### EXERCISE OBJECTIVE
In the listing that follows, count every line with the word "strokeStyle" in it and write only the total.

### EXTRACTED DATA
--

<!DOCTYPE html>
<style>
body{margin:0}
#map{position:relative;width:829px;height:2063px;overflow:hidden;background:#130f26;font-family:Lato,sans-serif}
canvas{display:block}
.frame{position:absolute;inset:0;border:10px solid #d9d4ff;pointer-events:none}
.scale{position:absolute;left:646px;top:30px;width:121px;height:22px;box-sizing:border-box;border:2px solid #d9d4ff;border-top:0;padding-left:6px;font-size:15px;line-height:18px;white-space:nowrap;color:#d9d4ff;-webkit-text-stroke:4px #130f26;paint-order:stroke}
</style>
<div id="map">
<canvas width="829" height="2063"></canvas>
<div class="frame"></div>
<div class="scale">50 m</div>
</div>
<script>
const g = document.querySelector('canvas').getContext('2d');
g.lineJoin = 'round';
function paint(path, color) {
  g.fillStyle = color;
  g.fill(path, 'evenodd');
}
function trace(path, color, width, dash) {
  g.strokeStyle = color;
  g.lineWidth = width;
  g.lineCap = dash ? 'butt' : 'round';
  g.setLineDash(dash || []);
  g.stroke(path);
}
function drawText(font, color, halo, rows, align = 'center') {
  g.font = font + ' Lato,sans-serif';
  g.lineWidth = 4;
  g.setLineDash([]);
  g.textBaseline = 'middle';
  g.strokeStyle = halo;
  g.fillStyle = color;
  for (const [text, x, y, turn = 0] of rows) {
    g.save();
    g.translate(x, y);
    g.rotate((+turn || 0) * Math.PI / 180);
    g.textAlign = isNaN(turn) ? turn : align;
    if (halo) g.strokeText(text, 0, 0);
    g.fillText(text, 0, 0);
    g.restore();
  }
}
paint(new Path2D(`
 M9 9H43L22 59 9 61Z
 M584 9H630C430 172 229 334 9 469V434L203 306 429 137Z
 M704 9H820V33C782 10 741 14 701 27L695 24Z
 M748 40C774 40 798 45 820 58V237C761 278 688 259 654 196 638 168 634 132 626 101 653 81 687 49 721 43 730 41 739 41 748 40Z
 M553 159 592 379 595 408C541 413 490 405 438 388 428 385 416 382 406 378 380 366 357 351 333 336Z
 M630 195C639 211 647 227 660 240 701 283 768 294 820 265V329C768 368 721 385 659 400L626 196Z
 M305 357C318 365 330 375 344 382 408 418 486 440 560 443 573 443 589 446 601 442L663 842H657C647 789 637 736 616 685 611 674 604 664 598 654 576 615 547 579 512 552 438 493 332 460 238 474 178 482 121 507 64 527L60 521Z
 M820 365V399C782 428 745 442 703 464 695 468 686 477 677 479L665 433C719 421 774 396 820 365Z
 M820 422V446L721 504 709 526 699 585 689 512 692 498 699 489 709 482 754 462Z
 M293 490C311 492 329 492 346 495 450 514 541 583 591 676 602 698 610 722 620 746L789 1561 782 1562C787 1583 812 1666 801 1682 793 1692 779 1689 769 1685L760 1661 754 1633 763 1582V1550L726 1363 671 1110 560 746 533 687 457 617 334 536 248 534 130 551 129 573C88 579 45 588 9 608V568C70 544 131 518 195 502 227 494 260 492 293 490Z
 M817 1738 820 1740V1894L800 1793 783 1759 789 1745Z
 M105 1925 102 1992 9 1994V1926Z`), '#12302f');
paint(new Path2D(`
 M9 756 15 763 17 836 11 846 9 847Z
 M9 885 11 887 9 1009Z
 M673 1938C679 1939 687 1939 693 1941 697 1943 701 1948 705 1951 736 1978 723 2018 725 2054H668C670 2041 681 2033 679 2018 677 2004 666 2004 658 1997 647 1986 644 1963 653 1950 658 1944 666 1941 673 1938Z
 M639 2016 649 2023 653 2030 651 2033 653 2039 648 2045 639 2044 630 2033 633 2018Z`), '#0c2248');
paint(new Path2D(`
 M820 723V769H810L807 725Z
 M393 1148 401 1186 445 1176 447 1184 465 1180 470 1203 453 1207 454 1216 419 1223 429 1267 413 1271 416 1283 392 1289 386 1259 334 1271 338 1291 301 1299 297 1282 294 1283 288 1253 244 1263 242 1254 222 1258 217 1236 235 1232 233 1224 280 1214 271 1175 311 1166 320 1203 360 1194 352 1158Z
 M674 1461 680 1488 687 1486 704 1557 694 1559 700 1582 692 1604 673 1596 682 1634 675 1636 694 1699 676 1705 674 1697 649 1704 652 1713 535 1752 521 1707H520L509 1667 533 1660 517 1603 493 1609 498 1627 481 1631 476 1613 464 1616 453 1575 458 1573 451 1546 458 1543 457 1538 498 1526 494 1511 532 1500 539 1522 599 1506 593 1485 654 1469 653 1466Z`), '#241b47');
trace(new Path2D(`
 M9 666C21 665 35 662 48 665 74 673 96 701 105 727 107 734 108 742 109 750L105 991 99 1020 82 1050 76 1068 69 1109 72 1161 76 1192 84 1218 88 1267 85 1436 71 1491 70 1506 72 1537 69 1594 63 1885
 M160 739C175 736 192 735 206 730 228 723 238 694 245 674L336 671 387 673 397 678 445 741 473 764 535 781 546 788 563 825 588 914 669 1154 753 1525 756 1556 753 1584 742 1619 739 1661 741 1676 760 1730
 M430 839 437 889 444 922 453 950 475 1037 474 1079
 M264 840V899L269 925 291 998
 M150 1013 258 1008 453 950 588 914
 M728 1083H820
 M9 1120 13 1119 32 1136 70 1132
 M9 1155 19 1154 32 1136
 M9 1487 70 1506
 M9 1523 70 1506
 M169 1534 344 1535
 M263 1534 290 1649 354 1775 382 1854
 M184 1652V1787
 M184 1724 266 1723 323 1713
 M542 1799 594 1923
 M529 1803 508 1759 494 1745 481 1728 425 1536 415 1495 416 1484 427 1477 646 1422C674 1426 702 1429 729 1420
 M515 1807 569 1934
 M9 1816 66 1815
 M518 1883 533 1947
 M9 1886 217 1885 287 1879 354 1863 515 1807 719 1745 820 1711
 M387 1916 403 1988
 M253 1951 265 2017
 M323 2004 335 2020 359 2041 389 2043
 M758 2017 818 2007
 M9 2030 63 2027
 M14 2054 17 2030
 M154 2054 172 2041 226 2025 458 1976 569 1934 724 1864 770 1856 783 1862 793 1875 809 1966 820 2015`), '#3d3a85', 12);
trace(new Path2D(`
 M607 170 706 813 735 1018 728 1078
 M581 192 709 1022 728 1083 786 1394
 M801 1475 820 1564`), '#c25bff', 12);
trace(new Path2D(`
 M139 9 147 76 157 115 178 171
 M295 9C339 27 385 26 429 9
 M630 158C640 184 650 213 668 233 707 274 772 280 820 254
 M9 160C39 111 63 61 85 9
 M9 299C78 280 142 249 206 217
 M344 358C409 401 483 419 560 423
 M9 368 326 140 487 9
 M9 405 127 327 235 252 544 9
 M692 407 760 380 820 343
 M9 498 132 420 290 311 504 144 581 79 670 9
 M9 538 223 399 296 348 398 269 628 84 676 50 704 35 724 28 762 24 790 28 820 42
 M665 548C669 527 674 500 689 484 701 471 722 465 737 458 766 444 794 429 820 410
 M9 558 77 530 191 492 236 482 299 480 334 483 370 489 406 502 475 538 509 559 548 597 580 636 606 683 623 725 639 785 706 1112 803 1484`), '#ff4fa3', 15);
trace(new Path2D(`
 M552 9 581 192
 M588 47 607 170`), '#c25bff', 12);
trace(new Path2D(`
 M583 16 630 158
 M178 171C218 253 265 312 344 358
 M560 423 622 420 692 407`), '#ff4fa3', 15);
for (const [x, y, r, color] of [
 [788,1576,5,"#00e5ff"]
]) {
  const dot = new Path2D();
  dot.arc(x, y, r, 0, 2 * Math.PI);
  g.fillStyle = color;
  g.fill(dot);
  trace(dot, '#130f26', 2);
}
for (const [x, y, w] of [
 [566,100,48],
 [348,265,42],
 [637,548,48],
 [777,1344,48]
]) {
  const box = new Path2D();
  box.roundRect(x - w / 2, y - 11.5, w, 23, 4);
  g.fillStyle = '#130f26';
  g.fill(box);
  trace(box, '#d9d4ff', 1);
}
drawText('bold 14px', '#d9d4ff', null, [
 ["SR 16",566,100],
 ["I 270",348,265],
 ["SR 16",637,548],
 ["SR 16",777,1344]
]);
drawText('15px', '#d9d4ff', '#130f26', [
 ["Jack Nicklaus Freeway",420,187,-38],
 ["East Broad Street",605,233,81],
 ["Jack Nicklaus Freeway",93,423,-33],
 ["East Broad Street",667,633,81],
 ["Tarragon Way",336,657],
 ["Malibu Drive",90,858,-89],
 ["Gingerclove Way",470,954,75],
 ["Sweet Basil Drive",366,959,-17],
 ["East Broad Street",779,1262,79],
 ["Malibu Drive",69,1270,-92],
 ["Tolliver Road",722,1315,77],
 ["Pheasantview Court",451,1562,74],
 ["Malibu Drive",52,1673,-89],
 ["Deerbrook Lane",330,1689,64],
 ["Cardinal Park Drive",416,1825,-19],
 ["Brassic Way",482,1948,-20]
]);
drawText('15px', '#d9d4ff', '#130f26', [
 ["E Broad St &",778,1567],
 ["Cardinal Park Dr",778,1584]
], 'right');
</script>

--

### ANSWER BELOW
2